Poverty in Poland Facts
Poland is not a poor country by any means, but the region has historically possessed little wealth due to occupation, wartime and political mistreatment. As such, alleviation of the poverty in Poland has been a focal point of recent Polish governments. Discussed below are the leading facts about poverty in Poland, and how the issue is addressed at the national and international level.

 

7 Key Facts About Poverty in Poland

 

  1. Poverty in Poland has been steadily decreasing since 2004. Over the past decade, the country has cut the population of people living on less than $5 a day in half, from 20 percent to 10.
  2. Poland’s government spends heavily on social resources, with a quarter of the nation’s GDP spent on pensions, public health care, public education and other social services.
  3. Compared to other parts of the world, poverty in Poland is shallow. There are very few people living in dangerously extreme poverty or hunger. Less than a tenth of the population live on $2 a day or less.
  4. Income inequality in Poland is also relatively low. In a World Bank ranking of income inequality, Poland scored significantly better than the United States and Russia with stratification levels near the U.K. and France.
  5. While they are rarely in extreme poverty, many young people in Poland live on very little due to a lack of employment. Overall unemployment in Poland is at 14 percent, but is 25 percent for those who primarily seek industrial jobs.
  6. Poland’s heavily industrial economy is something of a double-edged sword. GDP growth was mildly hindered by the 2008-9 global economic downturn when compared with other European nations. This growth, however, has proven slow with an average of a one percent annual increase.
  7. Poland seeks to both decrease rural poverty and increase its economic productivity by improving the agricultural sector.
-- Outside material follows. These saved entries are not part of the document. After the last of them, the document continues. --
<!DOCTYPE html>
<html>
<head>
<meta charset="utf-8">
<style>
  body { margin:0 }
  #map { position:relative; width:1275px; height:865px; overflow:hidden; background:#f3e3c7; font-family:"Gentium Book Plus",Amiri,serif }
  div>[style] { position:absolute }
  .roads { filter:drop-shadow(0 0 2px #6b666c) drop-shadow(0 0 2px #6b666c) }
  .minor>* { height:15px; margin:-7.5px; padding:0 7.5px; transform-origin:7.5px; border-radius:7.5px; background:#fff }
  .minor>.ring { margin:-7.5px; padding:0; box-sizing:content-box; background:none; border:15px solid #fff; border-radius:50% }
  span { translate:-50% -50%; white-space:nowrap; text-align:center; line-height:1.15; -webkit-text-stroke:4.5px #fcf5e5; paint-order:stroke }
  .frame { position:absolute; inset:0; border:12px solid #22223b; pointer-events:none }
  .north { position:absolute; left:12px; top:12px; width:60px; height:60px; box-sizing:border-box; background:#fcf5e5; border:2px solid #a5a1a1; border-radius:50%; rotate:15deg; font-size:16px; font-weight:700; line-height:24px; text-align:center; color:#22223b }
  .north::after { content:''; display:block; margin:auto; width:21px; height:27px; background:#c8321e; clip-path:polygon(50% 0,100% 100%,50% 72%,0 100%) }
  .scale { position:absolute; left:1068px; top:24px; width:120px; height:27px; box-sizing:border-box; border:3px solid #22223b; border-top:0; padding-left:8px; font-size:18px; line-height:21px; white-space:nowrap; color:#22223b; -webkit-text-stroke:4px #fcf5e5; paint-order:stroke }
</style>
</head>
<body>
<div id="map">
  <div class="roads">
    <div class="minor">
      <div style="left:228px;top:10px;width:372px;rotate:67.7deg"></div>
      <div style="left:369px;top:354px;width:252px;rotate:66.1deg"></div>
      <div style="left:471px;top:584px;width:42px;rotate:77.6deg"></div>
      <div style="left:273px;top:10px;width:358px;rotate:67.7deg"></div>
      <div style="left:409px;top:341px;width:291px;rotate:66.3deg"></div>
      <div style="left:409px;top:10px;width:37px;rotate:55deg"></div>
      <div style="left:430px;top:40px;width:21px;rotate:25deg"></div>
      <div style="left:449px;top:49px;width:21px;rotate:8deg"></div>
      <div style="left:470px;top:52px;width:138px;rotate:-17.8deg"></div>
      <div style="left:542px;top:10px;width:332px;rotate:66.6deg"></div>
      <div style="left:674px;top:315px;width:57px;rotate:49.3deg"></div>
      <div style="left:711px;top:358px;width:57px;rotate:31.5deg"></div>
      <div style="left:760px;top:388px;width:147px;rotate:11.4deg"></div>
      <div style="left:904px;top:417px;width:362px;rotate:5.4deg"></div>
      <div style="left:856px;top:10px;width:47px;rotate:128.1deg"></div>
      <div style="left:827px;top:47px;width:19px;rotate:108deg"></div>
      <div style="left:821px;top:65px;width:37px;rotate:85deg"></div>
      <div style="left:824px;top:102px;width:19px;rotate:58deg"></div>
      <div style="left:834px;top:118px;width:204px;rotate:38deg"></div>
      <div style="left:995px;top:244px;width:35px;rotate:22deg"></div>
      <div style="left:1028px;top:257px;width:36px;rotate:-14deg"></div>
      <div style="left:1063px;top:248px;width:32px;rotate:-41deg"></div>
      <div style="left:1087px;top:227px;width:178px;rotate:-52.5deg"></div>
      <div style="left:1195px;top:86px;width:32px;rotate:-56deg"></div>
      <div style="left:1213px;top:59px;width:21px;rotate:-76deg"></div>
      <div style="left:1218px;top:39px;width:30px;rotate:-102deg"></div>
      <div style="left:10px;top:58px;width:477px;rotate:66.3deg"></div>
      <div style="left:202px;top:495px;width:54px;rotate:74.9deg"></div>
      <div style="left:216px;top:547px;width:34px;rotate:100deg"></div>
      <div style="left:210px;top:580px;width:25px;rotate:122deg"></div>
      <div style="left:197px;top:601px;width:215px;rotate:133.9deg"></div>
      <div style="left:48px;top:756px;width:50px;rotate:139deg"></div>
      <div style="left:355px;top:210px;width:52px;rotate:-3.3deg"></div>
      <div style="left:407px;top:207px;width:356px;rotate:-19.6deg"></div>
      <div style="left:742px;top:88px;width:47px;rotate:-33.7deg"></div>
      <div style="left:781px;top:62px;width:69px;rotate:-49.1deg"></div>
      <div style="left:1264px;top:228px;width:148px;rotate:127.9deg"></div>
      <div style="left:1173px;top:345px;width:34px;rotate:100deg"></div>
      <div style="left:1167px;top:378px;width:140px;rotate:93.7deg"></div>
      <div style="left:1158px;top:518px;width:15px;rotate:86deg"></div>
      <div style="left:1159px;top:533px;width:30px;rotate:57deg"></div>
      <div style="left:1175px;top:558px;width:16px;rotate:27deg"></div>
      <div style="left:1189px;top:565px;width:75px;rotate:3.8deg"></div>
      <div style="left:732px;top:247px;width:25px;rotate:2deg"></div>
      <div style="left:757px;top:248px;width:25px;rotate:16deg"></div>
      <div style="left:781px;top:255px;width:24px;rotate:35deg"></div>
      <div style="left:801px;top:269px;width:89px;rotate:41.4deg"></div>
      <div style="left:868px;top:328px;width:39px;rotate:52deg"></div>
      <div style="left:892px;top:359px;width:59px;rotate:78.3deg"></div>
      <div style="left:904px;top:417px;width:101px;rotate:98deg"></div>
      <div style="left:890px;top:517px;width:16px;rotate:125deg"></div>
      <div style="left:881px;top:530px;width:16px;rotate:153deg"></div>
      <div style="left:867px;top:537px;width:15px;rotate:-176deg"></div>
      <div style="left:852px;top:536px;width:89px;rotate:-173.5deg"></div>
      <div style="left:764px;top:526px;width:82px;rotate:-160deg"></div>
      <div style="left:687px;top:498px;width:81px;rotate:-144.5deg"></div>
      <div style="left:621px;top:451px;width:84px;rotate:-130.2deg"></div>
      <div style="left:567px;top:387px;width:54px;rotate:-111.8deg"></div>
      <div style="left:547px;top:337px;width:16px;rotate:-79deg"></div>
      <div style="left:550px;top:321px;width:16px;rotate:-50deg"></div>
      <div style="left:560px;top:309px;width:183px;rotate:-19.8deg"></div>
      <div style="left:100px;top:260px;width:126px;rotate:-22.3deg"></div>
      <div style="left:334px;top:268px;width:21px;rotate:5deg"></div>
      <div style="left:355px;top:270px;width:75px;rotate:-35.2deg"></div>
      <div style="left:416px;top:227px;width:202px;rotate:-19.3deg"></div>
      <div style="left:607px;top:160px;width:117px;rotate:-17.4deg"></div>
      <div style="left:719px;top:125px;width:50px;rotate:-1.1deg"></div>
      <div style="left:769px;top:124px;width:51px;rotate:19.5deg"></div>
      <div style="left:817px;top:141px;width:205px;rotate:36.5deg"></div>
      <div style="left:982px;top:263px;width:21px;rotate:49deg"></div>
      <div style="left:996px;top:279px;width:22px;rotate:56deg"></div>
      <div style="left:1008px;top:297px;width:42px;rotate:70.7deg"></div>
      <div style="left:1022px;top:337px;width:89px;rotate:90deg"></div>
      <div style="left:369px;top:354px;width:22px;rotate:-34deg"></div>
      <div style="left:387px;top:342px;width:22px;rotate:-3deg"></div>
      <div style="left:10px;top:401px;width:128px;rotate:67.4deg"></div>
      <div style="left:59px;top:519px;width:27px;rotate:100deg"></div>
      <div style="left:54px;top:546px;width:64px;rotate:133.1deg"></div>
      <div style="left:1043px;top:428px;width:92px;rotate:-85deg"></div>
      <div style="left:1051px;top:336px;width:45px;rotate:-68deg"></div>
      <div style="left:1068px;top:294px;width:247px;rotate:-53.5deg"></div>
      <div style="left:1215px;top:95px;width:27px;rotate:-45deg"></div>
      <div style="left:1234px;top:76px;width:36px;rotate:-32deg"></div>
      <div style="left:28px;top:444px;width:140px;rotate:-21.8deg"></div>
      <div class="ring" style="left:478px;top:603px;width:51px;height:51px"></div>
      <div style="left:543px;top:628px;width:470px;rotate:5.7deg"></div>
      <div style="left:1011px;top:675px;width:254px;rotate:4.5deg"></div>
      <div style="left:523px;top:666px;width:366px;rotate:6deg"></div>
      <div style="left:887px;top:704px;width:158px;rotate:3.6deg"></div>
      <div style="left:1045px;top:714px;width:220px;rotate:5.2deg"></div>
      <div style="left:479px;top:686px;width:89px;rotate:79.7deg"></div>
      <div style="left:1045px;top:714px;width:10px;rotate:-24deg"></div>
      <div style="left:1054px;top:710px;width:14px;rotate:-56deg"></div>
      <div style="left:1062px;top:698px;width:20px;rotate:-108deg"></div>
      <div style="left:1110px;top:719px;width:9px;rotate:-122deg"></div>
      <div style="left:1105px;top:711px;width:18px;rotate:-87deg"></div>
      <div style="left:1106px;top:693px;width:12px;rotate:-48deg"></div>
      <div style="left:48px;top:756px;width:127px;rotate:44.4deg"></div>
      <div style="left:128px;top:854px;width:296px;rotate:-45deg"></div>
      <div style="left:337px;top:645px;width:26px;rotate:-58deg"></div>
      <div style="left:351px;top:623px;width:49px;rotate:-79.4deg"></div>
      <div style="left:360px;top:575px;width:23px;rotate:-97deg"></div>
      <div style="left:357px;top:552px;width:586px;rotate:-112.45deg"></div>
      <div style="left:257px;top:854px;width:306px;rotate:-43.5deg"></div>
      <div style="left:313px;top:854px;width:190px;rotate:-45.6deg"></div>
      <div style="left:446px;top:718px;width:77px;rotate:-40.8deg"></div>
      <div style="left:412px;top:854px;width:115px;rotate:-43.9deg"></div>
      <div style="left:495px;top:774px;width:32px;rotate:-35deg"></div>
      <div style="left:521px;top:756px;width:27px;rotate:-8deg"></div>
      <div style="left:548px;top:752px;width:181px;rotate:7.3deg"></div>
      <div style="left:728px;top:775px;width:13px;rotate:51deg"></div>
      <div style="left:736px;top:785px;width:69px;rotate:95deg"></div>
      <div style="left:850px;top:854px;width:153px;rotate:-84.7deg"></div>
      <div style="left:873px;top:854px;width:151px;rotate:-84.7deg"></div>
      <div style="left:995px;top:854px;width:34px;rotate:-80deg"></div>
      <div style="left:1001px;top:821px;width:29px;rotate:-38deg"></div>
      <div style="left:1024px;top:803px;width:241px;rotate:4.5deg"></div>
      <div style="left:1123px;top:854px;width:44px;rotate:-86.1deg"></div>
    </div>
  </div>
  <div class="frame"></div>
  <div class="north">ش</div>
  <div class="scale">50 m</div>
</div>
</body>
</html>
The EU has been a major benefactor in this cause, revamping the nation’s agricultural policy in 2004 and annually contributing large sums of money. In 2014, Polish farmers received three billion euros in direct payments from EU funding.

These facts about poverty in Poland only begin to scratch the surface of such a complex region. This eastern European nation exudes fiscal prosperity amidst underlying unemployment and rural poverty, a conundrum that needs to be solved.